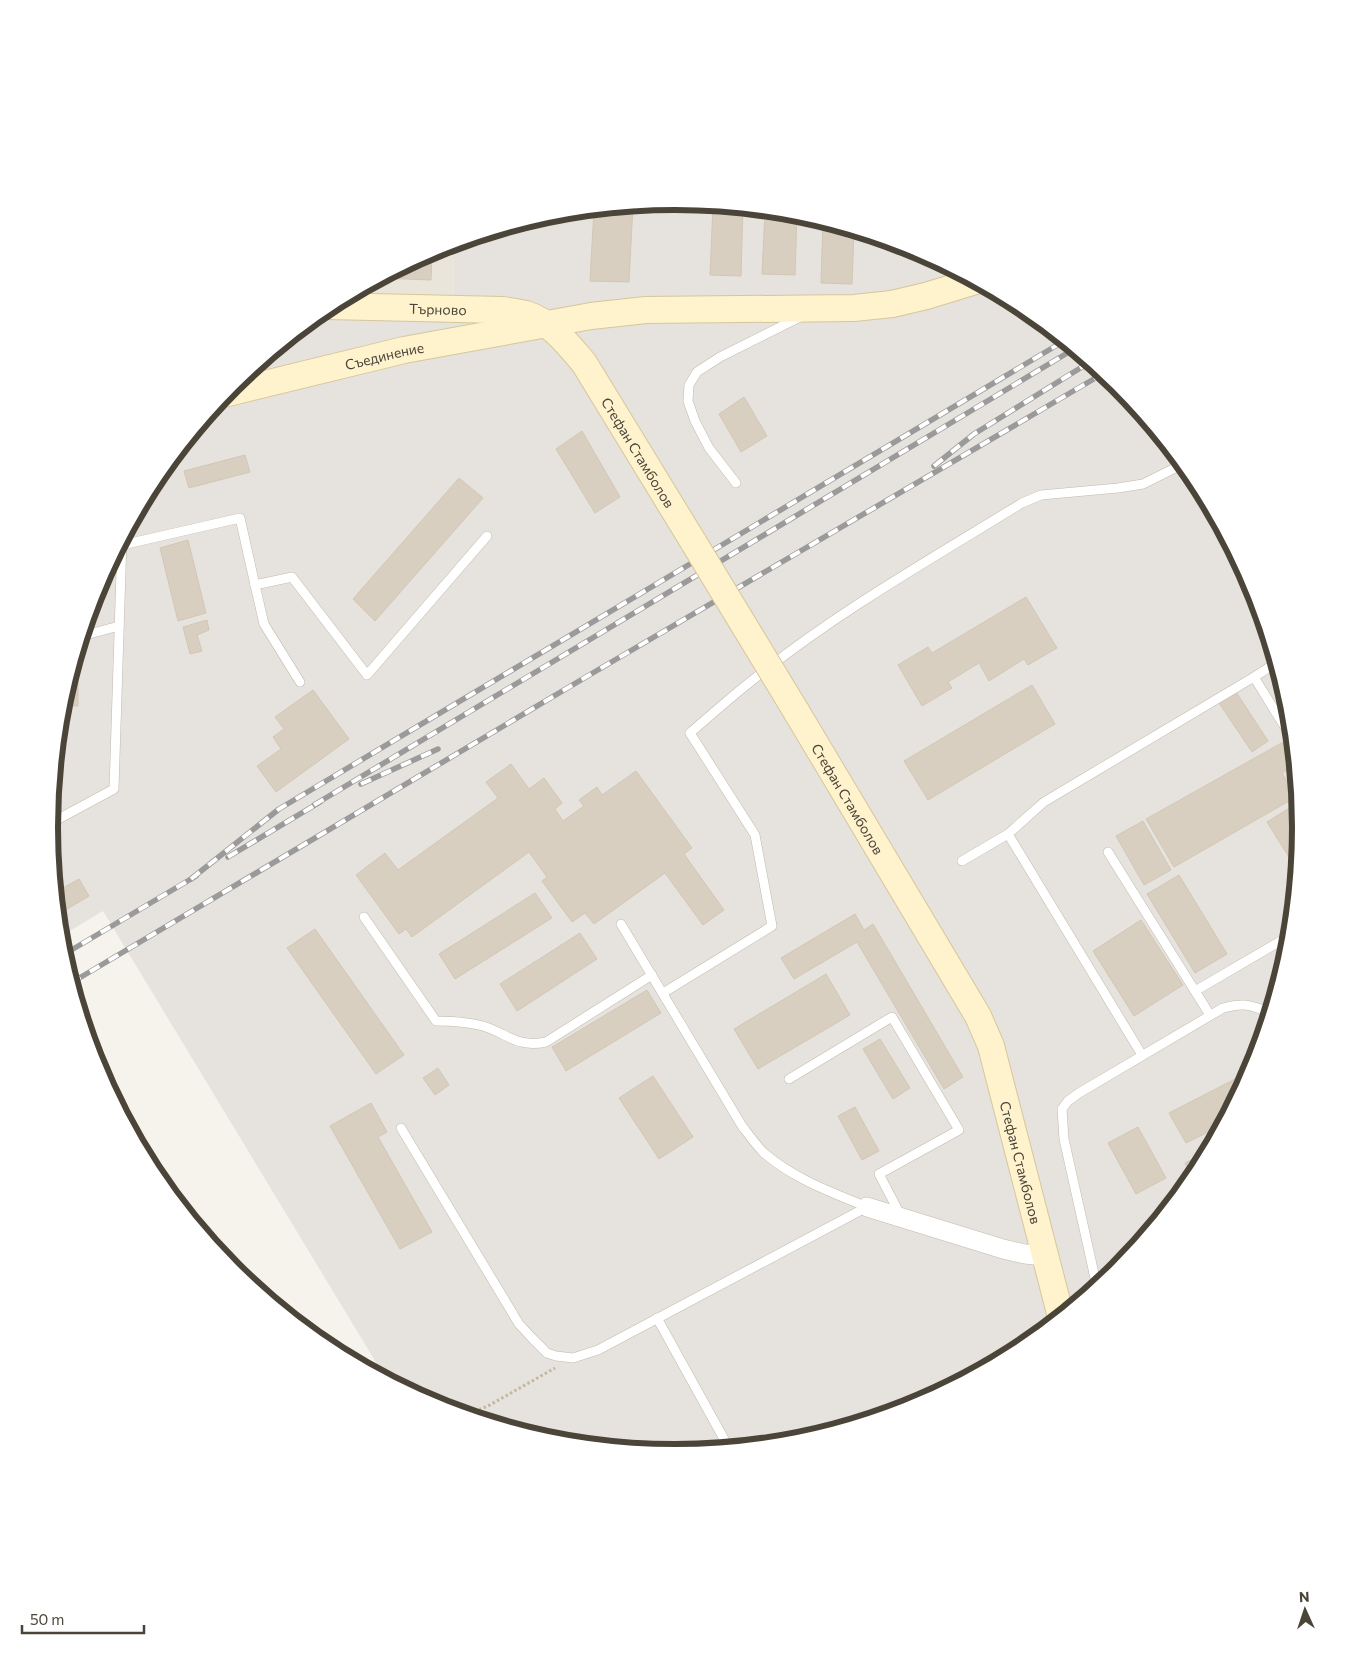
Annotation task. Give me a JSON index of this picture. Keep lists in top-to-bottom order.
{
  "streets": {
    "street": ["Търново", "Съединение", "Стефан Стамболов"]
  },
  "crossings": [
    ["Търново", "Съединение"],
    ["Търново", "Стефан Стамболов"],
    ["Съединение", "Стефан Стамболов"]
  ],
  "scale_bar": "50 m",
  "north": "top"
}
┄┄┄┄┄┄┄┄┄┄
● **ABOUT THIS EXERCISE**: Nothing but the pictures should be left out when the listing above is transcribed.

● **TASK ANSWER**:
Annotation task. Give me a JSON index of this picture. Keep lists in top-to-bottom order.
{
  "streets": {
    "street": ["Търново", "Съединение", "Стефан Стамболов"]
  },
  "crossings": [
    ["Търново", "Съединение"],
    ["Търново", "Стефан Стамболов"],
    ["Съединение", "Стефан Стамболов"]
  ],
  "scale_bar": "50 m",
  "north": "top"
}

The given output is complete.